======== ENTRIES SHOWN

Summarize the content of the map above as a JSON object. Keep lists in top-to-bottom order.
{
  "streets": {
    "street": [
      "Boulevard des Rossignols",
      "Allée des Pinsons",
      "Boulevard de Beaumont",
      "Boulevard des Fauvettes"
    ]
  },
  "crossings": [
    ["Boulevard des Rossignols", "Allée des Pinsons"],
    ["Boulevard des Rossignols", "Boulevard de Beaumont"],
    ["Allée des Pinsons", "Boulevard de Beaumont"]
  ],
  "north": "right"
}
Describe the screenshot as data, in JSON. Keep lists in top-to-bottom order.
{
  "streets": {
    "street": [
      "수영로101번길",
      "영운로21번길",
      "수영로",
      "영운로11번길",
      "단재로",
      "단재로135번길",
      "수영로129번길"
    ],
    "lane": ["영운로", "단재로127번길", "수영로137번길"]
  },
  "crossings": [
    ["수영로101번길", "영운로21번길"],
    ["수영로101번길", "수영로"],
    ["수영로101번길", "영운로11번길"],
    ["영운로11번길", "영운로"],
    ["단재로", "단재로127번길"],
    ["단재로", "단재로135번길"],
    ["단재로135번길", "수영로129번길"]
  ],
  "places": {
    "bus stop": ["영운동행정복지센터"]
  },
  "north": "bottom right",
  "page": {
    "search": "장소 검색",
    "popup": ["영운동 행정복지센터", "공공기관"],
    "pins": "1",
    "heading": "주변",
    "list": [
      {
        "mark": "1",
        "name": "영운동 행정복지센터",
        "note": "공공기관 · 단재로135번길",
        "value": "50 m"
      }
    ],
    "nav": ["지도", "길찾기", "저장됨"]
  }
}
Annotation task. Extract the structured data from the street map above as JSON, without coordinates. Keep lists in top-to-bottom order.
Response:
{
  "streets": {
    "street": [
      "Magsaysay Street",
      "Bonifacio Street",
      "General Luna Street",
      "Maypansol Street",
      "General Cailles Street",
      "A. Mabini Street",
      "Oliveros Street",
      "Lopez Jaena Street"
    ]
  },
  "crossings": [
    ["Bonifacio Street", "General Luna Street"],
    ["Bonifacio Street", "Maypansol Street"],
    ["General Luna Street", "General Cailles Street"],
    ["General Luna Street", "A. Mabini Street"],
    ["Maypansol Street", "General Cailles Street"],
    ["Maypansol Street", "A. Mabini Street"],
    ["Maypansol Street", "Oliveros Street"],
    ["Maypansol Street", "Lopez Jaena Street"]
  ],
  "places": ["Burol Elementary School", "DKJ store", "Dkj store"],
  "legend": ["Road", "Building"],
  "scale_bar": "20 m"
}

================

- **ASSIGNED TASK**
Every entry must come back exactly as written above.

- **SOLVED PROBLEM**
Summarize the content of the map above as a JSON object. Keep lists in top-to-bottom order.
{
  "streets": {
    "street": [
      "Boulevard des Rossignols",
      "Allée des Pinsons",
      "Boulevard de Beaumont",
      "Boulevard des Fauvettes"
    ]
  },
  "crossings": [
    ["Boulevard des Rossignols", "Allée des Pinsons"],
    ["Boulevard des Rossignols", "Boulevard de Beaumont"],
    ["Allée des Pinsons", "Boulevard de Beaumont"]
  ],
  "north": "right"
}
Describe the screenshot as data, in JSON. Keep lists in top-to-bottom order.
{
  "streets": {
    "street": [
      "수영로101번길",
      "영운로21번길",
      "수영로",
      "영운로11번길",
      "단재로",
      "단재로135번길",
      "수영로129번길"
    ],
    "lane": ["영운로", "단재로127번길", "수영로137번길"]
  },
  "crossings": [
    ["수영로101번길", "영운로21번길"],
    ["수영로101번길", "수영로"],
    ["수영로101번길", "영운로11번길"],
    ["영운로11번길", "영운로"],
    ["단재로", "단재로127번길"],
    ["단재로", "단재로135번길"],
    ["단재로135번길", "수영로129번길"]
  ],
  "places": {
    "bus stop": ["영운동행정복지센터"]
  },
  "north": "bottom right",
  "page": {
    "search": "장소 검색",
    "popup": ["영운동 행정복지센터", "공공기관"],
    "pins": "1",
    "heading": "주변",
    "list": [
      {
        "mark": "1",
        "name": "영운동 행정복지센터",
        "note": "공공기관 · 단재로135번길",
        "value": "50 m"
      }
    ],
    "nav": ["지도", "길찾기", "저장됨"]
  }
}
Annotation task. Extract the structured data from the street map above as JSON, without coordinates. Keep lists in top-to-bottom order.
Response:
{
  "streets": {
    "street": [
      "Magsaysay Street",
      "Bonifacio Street",
      "General Luna Street",
      "Maypansol Street",
      "General Cailles Street",
      "A. Mabini Street",
      "Oliveros Street",
      "Lopez Jaena Street"
    ]
  },
  "crossings": [
    ["Bonifacio Street", "General Luna Street"],
    ["Bonifacio Street", "Maypansol Street"],
    ["General Luna Street", "General Cailles Street"],
    ["General Luna Street", "A. Mabini Street"],
    ["Maypansol Street", "General Cailles Street"],
    ["Maypansol Street", "A. Mabini Street"],
    ["Maypansol Street", "Oliveros Street"],
    ["Maypansol Street", "Lopez Jaena Street"]
  ],
  "places": ["Burol Elementary School", "DKJ store", "Dkj store"],
  "legend": ["Road", "Building"],
  "scale_bar": "20 m"
}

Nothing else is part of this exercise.